*** Provided data ***

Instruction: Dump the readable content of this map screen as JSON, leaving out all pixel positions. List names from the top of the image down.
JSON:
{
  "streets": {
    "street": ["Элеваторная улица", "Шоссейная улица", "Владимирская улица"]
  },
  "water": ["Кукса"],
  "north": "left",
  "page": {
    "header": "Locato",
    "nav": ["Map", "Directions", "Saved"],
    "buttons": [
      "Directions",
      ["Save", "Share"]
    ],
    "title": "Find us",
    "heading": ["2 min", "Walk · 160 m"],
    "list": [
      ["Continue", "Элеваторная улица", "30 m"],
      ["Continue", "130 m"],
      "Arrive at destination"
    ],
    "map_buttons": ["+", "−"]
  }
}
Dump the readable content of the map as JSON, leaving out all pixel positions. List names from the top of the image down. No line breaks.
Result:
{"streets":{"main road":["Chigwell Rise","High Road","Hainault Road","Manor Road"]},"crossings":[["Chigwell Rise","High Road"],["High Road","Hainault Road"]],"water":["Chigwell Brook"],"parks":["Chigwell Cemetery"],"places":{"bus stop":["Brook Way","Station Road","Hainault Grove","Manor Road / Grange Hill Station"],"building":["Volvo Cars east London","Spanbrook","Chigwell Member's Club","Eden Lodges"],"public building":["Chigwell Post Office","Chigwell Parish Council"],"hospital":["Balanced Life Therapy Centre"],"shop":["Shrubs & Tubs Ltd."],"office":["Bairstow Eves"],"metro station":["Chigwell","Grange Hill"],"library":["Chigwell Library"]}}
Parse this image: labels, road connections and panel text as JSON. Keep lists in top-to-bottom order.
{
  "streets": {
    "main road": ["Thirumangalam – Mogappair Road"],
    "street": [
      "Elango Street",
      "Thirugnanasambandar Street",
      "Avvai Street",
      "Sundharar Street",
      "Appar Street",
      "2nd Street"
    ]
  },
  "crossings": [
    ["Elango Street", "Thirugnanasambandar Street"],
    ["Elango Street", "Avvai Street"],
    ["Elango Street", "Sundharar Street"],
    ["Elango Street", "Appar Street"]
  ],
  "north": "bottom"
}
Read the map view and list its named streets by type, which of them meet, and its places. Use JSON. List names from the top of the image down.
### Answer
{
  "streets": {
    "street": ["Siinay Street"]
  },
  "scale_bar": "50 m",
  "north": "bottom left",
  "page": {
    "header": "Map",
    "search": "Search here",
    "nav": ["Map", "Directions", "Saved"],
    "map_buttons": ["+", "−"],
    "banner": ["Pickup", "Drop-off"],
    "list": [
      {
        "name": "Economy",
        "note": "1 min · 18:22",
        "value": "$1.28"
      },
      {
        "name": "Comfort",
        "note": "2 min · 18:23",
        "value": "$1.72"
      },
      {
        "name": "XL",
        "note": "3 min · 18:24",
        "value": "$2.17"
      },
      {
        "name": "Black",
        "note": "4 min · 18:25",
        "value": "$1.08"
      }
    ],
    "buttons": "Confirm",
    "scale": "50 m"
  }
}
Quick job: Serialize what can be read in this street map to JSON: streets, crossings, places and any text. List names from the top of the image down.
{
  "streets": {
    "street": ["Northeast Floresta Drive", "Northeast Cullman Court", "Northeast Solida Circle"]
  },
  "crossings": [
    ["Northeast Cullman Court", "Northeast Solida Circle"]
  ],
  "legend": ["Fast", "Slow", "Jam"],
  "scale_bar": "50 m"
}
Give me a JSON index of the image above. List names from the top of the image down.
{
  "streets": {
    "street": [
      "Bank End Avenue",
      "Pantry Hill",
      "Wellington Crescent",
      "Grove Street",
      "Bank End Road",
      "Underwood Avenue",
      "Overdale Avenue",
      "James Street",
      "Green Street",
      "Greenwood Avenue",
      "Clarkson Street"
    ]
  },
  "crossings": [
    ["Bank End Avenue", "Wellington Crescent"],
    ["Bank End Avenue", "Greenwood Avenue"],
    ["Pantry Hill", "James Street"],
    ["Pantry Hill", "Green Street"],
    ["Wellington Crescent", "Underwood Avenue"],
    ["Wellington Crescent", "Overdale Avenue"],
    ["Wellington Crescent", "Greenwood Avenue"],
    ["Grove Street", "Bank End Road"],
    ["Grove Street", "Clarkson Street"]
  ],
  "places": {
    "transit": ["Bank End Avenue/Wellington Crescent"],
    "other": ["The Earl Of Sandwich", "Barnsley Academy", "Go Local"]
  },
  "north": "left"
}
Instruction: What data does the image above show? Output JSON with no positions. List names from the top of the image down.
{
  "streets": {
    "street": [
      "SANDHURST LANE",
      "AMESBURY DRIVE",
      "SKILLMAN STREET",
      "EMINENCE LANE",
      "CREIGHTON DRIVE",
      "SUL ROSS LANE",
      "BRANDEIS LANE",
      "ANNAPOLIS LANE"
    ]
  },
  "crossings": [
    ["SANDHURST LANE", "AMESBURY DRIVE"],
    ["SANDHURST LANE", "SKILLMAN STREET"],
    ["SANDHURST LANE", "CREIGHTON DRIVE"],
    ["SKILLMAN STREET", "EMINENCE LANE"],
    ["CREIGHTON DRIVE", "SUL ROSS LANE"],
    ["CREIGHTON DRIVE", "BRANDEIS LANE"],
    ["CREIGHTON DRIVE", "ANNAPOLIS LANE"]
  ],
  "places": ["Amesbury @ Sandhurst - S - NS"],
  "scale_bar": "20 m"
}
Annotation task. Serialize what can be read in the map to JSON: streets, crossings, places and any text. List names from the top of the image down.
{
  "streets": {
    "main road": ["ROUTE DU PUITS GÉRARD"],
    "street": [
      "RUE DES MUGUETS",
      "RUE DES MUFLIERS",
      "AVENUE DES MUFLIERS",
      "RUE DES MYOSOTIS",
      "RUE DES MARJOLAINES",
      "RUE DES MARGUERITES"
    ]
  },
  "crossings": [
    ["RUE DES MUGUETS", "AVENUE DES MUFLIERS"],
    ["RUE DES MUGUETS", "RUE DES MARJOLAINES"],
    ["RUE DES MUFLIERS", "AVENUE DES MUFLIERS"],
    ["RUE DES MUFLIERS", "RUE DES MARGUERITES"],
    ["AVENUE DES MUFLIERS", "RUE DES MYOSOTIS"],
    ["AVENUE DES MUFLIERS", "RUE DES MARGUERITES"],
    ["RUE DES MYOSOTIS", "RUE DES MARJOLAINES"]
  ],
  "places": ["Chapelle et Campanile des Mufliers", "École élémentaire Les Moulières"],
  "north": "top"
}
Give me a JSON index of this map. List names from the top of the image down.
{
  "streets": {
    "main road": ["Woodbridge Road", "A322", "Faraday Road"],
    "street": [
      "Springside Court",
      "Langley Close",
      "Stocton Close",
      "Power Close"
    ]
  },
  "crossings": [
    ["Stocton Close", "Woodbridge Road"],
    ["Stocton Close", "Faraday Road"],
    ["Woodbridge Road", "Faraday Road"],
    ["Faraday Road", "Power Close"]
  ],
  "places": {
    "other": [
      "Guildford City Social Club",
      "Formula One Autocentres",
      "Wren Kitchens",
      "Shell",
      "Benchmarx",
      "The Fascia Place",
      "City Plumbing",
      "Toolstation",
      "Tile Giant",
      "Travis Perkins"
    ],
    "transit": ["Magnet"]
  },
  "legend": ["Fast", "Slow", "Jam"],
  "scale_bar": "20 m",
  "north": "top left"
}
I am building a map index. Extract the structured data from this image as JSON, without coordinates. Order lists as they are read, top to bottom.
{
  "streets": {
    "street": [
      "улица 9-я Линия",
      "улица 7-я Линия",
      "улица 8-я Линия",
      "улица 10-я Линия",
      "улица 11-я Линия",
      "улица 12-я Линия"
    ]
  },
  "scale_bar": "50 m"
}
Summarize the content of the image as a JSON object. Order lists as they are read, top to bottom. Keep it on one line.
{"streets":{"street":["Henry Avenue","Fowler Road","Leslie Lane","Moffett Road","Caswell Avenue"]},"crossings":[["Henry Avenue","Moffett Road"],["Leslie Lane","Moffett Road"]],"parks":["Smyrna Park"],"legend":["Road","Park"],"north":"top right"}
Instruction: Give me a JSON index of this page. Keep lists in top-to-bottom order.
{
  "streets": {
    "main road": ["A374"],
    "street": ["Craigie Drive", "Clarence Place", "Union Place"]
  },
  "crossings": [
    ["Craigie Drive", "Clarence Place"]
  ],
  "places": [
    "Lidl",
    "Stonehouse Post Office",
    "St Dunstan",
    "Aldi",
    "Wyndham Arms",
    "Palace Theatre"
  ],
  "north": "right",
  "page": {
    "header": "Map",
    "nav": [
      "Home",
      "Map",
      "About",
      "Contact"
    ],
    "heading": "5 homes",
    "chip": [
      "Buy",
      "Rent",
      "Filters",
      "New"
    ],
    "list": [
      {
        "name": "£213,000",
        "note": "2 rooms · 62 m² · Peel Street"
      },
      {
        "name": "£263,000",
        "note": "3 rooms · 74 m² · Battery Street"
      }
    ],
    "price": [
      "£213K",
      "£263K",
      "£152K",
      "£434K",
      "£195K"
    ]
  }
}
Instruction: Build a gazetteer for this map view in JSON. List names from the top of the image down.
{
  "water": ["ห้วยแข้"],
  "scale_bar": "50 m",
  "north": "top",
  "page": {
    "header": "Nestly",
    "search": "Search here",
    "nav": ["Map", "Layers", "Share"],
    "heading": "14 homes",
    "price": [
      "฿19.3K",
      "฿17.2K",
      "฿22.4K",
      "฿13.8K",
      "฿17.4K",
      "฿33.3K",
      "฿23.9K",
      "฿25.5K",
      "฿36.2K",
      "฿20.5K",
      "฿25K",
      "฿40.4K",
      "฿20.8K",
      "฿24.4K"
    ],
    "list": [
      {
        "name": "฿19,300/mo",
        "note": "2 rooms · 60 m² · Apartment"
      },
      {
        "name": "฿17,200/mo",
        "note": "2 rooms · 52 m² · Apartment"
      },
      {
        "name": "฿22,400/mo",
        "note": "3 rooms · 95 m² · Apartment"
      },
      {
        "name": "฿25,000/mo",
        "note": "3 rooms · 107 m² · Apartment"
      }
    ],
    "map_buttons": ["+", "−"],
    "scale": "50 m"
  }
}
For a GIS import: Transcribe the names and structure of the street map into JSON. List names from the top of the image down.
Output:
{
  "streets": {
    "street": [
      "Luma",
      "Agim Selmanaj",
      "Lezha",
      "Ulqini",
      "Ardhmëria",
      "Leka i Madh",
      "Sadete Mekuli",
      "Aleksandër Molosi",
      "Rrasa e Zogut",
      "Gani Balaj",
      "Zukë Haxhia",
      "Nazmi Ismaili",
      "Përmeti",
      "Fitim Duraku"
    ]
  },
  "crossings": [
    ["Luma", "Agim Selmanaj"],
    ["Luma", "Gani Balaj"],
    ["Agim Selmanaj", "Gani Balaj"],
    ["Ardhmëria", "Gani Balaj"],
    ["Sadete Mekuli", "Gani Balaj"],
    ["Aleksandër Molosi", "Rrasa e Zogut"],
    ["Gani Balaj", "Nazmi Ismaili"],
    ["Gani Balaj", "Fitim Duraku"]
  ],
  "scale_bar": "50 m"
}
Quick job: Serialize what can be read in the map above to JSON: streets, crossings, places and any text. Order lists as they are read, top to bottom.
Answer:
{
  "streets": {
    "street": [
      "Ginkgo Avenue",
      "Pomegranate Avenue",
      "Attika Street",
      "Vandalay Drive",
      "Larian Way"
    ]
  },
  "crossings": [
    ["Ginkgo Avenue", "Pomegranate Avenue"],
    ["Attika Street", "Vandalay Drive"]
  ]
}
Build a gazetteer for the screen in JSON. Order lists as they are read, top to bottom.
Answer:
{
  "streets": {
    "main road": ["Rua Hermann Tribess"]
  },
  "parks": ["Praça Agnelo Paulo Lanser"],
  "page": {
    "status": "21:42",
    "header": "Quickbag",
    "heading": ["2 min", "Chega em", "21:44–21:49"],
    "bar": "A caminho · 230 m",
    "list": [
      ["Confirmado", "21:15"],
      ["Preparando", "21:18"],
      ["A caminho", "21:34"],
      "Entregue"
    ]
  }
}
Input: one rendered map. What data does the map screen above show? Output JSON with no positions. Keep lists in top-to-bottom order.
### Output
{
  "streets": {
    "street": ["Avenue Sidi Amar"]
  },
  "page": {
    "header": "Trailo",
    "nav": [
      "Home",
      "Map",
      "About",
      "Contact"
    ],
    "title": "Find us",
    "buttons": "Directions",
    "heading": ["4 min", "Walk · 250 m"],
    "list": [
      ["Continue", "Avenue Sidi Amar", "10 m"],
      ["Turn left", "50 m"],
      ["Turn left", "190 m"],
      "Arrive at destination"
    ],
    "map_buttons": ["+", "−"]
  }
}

*** End of Provided data ***

▶ _Activity_
Go through the lines above and tally those with the string "leaving". The total is all that is needed.

▶ _Response_
2